Pre-existing blood anti-interferon autoantibodies have been associated with susceptibility to severe COVID-19. However, nothing is known about the autoantibody response in the airway mucosa of mild to severe COVID-19 patients. We profiled longitudinal samples collected from the airway and matching blood of more than 100 donors over >18 months, spanning from mild COVID-19 to hospitalized patients in the ICU. We found that transiently induced anti-type I interferon autoantibodies in the nasal mucosa are a common feature and are associated with recovery from mild and moderate COVID-19.

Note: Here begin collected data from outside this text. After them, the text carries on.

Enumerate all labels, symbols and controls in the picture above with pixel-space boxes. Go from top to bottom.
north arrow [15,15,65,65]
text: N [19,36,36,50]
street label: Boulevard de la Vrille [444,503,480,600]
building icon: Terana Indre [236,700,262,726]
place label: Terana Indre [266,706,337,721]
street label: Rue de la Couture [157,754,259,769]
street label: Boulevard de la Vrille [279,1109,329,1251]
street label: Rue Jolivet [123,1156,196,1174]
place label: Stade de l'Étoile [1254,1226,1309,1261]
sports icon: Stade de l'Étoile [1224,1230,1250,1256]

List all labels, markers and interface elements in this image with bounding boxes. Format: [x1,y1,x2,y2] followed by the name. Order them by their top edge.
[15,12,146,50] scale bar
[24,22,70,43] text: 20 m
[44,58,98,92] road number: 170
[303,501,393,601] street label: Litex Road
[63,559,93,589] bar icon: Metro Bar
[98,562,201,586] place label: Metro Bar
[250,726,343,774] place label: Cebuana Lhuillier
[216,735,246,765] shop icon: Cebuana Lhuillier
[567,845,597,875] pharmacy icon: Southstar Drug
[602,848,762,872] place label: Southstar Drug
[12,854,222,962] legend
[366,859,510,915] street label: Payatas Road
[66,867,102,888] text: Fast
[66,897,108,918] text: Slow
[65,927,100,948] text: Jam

To quantify the breadth of antibody response in blood and the airway site of infection, we developed flowBEAT, a novel flow cytometry-based assay capable of simultaneously measuring all 8 human antibody isotypes against 22 SARS-CoV-2 structural and non-structural antigens, including autoantigens. We identified the induction of nasal anti-type I interferon autoantibodies within the first two weeks of infection, waning with disease recovery. Notably, there was an inverse association between nasal and blood anti-interferon responses, while nasal anti-interferon was linked to recovery in cases of mild/moderate disease. In contrast, near-ubiquitous anti-interferon in the endotracheal aspirates of critical cases correlated with heightened airway hyper-inflammation. In both blood and mucosa, anti-interferon positively correlated with a broad anti-viral antibody response, including non-structural proteins. While nasal anti-interferon was universally transient, we identified a group of donors sustaining long-term blood anti-interferon autoantibodies who may be at risk for a more severe subsequent viral infection.
Within our longitudinal cohort, we assessed 500 infected-recovered and vaccinated samples and showed that nasal anti-SARS-CoV-2 antibodies are sustained over 18 months by repeated vaccination and boosting. We identified isotype signatures associated with disease severity and an autoantibody signature predictive of vaccine non-response. Thus, our findings emphasize the importance of continued vaccination/boosting to sustain nasal immunity and help prevent ongoing community spread. More importantly, our studies reveal predictive blood markers of protective nasal immunity and highlight a protective role for nasal anti-interferon autoantibodies in the immunopathology of COVID-19.
Disclosures
No relevant conflicts of interest to declare.